En réalité, chaque politique israélienne, chaque assaut israélien, chaque massacre peut être nommé « Opération tuez tout le monde » : hommes, femmes, enfants, personnes âgées, hétérosexuelles et LGBT+, chrétiennes et musulmanes. Le féminisme ne devrait pas s’intéresser à un seul segment de la population, et ignorer d’autres communautés opprimées ; l’ensemble des Palestinien·nes sont opprimé·es par Israël. […]

Même si nous nous concentrons sur la manière dont les politiques d’Israël affectent les femmes, les enfants et les personnes queers de la Palestine, nous devons garder à l’esprit que le féminisme intersectionnel ne se limite pas à améliorer les conditions de certaines personnes en particulier. L’ensemble des Palestinien·nes souffrent de l’occupation israélienne, tout comme l’ensemble des Autochtones d’Amérique ont souffert du vol de cette terre par l’Europe, et tout comme l’ensemble des Afro-Américain·es ont souffert de l’esclavage et continuent de souffrir du racisme institutionnel et de la violence structurelle.

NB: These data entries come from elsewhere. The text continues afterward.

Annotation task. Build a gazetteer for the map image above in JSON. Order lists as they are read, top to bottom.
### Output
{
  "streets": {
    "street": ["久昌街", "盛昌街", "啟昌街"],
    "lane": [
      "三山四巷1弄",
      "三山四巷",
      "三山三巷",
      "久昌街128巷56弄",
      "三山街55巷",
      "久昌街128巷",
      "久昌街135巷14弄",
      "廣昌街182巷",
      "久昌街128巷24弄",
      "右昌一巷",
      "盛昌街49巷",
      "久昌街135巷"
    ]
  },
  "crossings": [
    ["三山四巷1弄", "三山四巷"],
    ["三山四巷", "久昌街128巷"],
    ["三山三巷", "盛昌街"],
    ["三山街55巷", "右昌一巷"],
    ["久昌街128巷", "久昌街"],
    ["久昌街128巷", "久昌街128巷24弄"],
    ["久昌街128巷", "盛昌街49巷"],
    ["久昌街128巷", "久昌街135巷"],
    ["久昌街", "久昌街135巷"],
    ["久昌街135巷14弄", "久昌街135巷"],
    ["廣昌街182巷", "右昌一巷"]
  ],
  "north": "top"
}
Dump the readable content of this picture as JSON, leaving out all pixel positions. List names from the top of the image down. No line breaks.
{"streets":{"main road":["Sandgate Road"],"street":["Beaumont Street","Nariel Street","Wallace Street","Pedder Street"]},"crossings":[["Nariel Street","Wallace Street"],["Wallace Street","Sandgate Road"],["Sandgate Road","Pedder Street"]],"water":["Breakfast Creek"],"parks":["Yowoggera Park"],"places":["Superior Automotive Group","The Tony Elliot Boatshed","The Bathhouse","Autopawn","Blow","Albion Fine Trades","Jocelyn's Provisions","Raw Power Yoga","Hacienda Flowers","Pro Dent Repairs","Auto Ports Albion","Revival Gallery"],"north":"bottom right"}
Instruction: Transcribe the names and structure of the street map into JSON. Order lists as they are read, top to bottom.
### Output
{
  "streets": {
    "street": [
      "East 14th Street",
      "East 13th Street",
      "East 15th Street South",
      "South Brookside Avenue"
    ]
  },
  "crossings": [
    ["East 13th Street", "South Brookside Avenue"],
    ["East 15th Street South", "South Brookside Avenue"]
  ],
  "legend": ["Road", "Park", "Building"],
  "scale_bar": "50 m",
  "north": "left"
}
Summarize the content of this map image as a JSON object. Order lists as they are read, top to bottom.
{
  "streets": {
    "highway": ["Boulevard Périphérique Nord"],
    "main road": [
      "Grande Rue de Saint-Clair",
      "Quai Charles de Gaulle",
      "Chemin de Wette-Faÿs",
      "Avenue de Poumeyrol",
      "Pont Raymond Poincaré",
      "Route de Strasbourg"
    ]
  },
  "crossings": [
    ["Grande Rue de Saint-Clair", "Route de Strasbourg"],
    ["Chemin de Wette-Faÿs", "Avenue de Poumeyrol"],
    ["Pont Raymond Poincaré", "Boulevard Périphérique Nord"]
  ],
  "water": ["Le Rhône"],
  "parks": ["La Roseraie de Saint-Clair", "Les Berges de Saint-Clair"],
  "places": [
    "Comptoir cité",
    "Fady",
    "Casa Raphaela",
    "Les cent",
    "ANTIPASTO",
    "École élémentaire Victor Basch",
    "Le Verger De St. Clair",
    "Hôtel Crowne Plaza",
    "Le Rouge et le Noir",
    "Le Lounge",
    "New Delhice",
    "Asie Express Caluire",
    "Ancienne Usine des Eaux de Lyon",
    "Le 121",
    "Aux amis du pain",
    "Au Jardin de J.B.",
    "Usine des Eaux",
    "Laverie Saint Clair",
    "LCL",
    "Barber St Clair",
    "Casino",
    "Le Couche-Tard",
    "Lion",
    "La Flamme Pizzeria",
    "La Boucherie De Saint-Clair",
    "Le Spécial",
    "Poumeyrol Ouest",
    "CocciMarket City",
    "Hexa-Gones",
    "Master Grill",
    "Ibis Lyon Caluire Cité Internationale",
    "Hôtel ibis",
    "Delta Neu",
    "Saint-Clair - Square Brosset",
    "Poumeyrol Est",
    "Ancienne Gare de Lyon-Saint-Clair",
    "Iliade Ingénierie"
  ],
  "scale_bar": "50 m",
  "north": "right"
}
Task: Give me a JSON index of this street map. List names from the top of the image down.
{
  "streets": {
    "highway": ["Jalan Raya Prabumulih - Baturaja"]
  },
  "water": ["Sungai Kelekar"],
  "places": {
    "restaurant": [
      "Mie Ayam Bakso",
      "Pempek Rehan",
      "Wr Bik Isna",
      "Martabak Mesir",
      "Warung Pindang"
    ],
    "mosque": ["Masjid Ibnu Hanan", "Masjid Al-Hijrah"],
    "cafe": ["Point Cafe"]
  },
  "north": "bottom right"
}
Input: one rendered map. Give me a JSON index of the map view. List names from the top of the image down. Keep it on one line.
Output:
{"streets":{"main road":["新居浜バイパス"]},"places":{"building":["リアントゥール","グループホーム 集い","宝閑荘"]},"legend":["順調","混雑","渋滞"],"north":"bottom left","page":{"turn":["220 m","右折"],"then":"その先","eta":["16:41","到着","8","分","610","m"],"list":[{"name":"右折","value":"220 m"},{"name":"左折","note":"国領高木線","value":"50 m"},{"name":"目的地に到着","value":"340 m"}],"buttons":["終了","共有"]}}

J’ai encore dans ma musette le dernier numéro (25, sorti en novembre 2024) de la Revue du Crieur – dernier au deux sens du terme : le dernier en date, mais aussi le dernier tout court, puisque cette revue publiée depuis 2015 par les éditions La Découverte et Mediapart a choisi de tirer sa révérence. Dommage, c’était une revue intéressante qui donnait toujours de quoi penser… Son dernier numéro, donc, ne déroge pas à la règle et consacre un dossier conséquent à « La solitude de Gaza ».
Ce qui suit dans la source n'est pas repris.